Martedi, 21 maggio 2019  

Gronda di Genova, ultimatum degli industriali al Governo: “Deve partire subito”

Zampini: "Si può fare insieme al ponte? Io dico di sì", Rixi: "Il via libera? Chiedete a Toninelli"
2019-05-03T23:36:41+00:00

Si parta subito con la Gronda di Genova, senza aspettare il nuovo ponte e senza ulteriori analisi. È il duro ultimatum al Governo che arriva dagli industriali del Nord Ovest riuniti in un convegno alla Fondazione Ansaldo, a pochi metri dai resti del ponte Morandi, organizzato dal gruppo giovani di Confindustria Liguria. “Quando arriva la firma? Chiedetelo al ministro (Toninelli, ndr), ognuno si prende le sue responsabilità”, risponde il viceministro ai trasporti Edoardo Rixi.

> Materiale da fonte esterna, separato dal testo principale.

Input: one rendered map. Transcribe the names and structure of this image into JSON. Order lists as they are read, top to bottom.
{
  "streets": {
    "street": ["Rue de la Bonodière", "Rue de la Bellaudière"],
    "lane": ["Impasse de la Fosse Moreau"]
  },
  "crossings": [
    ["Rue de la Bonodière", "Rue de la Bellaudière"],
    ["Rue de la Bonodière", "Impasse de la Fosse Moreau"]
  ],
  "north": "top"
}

Penso che i due cantieri possano andare in parallelo – dice Giuseppe Zampini, presidente di Confindustria Liguria – anzi, è possibile trovare sinergie per movimentare i mezzi. Bloccare la città tre volte in successione è diverso che tre volte in contemporanea. Da ingegnere dico che si può fare. Io non voglio intervenire su decisioni legate a logiche non industriali o non propriamente di decisioni programmatiche. Ma senza mobilità e senza infrastrutture il Paese non decollerà mai”.

Un segnale è arrivato di recente dai ministri Costa e Bonisoli con l’estensione di validità della Via da 5 a 12 anni. Ma per far partire i cantieri serve ancora una firma, quella del Mit. “Inizia ad essere imbarazzante non avere risposte, non sapere più niente su un’opera che a tutti gli effetti è cantierabile – attacca Giovanni Mondini, presidente di Confindustria Genova –. È doveroso partire dopo esserci fatti un mazzo così per 16 anni. Se ci sono altri problemi non me ne frega niente, non si può impedire la messa in opera di un’infrastruttura dichiarata di pubblica utilità. La continuità amministrativa dove va a finire?”.

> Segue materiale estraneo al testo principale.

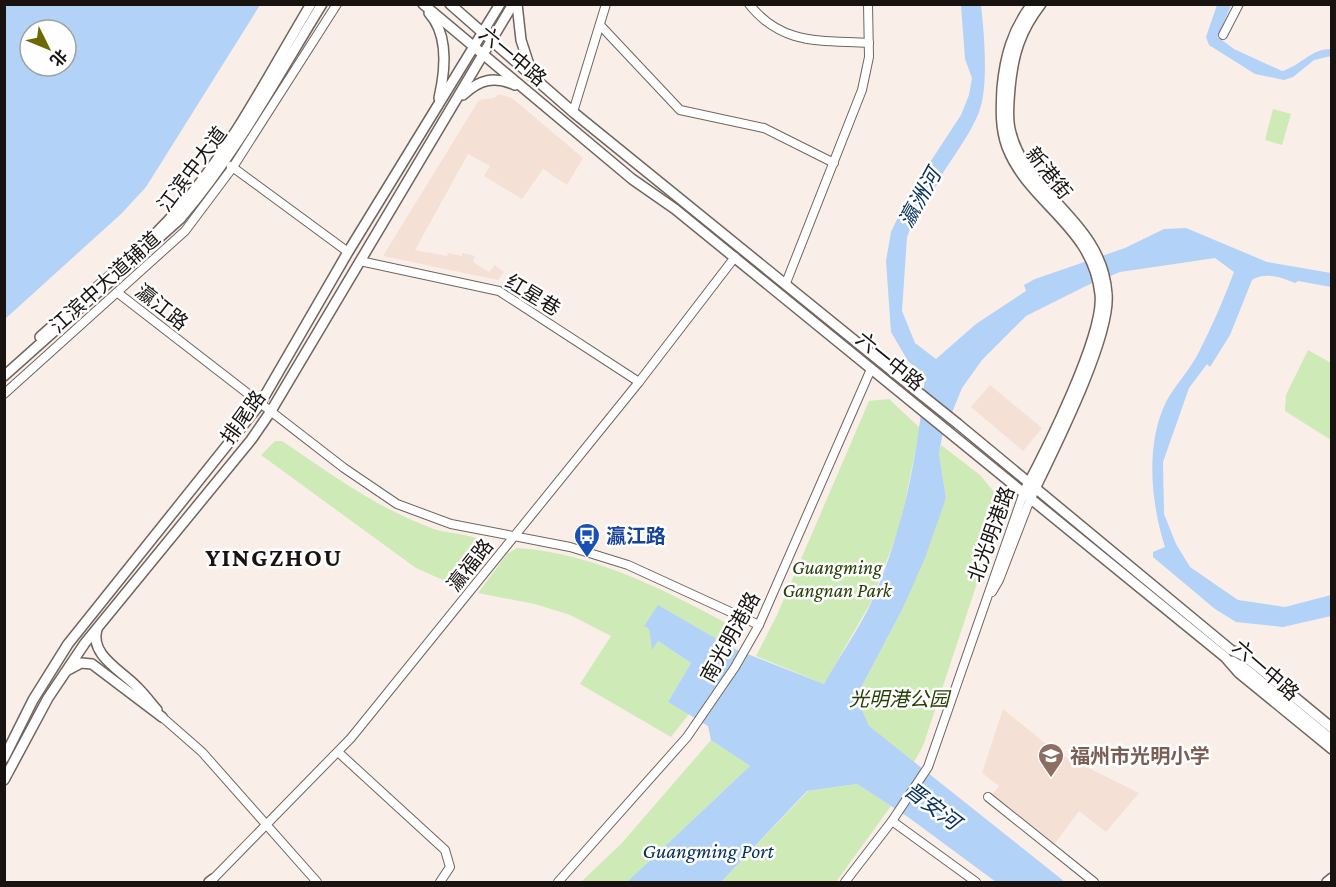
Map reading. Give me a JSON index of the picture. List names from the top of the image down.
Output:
{
  "streets": {
    "main road": [
      "六一中路",
      "江滨中大道",
      "新港街",
      "排尾路"
    ],
    "street": [
      "江滨中大道辅道",
      "红星巷",
      "瀛江路",
      "北光明港路",
      "瀛福路",
      "南光明港路"
    ]
  },
  "crossings": [
    ["六一中路", "排尾路"],
    ["六一中路", "北光明港路"],
    ["六一中路", "瀛福路"],
    ["六一中路", "南光明港路"],
    ["江滨中大道", "江滨中大道辅道"],
    ["江滨中大道辅道", "瀛江路"],
    ["红星巷", "排尾路"],
    ["红星巷", "瀛福路"],
    ["瀛江路", "排尾路"],
    ["瀛江路", "瀛福路"],
    ["瀛江路", "南光明港路"]
  ],
  "districts": ["YINGZHOU"],
  "water": ["瀛洲河", "晋安河", "Guangming Port"],
  "parks": ["Guangming Gangnan Park", "光明港公园"],
  "places": {
    "bus stop": ["瀛江路"],
    "school or university": ["福州市光明小学"]
  },
  "north": "bottom right"
}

Parole dure contro il governo gialloverde, sull’orlo della crisi per l’affaire Siri e lacerato dalle divisioni interne anche e soprattutto sul tema delle infrastrutture. Il ministro Toninelli, negli scorsi mesi a Genova, ha sempre sostenuto che il vero tema è quello della concessione ad Autostrade. E in effetti, se la procedura di revoca andasse a buon fine, tutto l’iter colerebbe a picco. Perché i 4,8 miliardi necessari a realizzare l’opera sono interamente coperti da Aspi in virtù di una proroga della gestione dal 2038 al 2042.

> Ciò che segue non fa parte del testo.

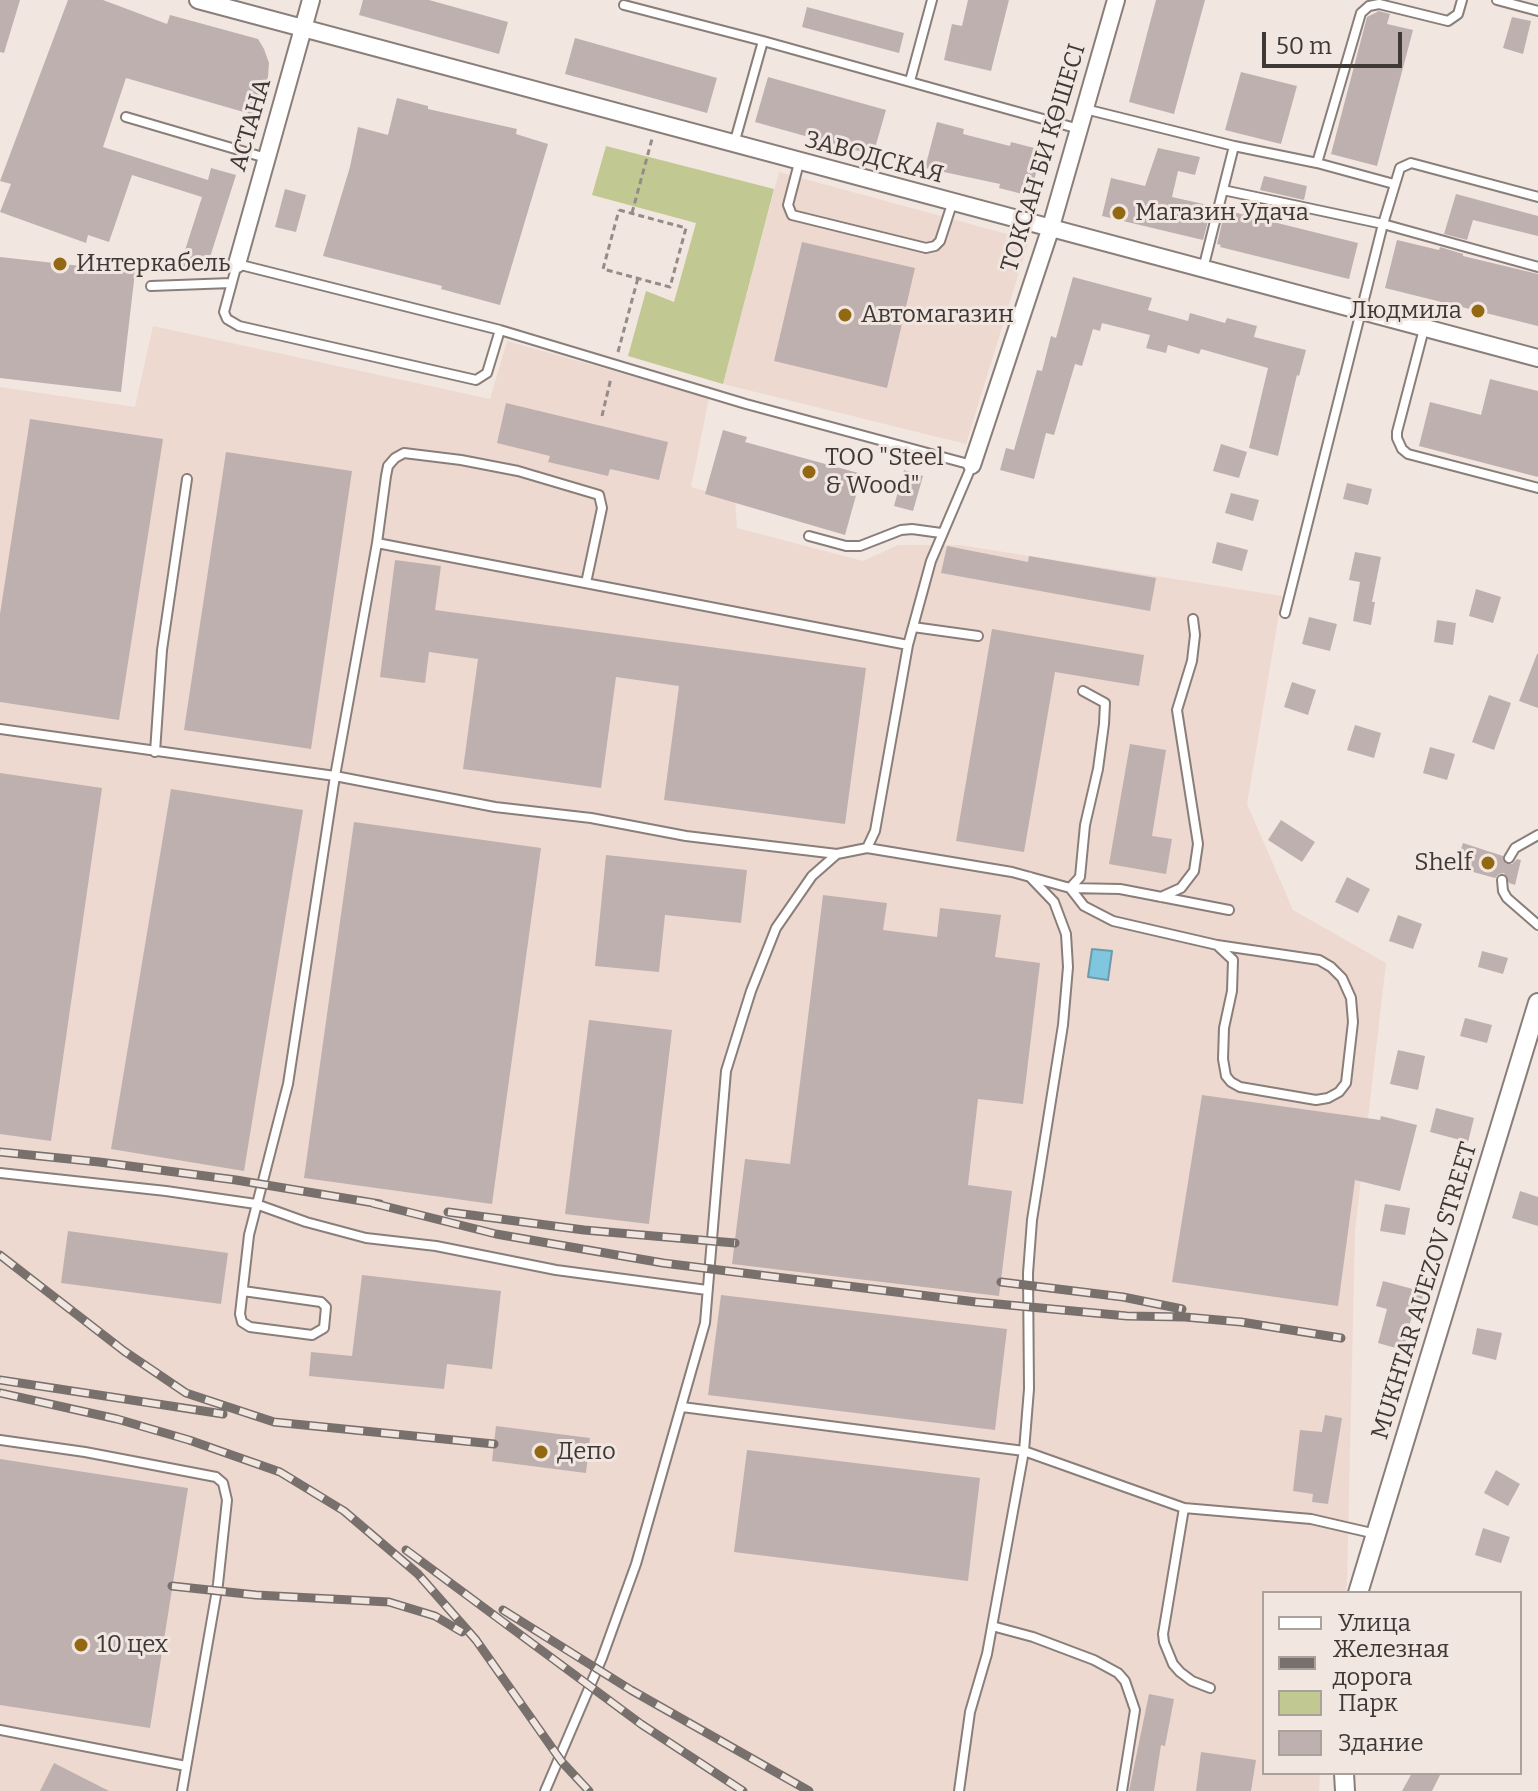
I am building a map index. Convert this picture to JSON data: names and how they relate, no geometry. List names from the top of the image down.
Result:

Apertura alle posizioni degli industriali da parte del viceministro Edoardo Rixi. “Partire in contemporanea? Se c’è buona volontà da parte di tutti si può fare, ma buona volontà vuol dire anche riuscire a contemperare le esigenze dell’autotrasporto che non può ovviamente trovare gli stessi ingorghi che avevamo prima del crollo del Morandi. Prima realizziamo il ponte e prima realizziamo il nodo ferroviario, prima diamo un’alternativa. Tecnicamente ci sono problemi da affrontare tra cui anche il finanziamento dell’opera e il fatto che una parte è ancora sotto sequestro”.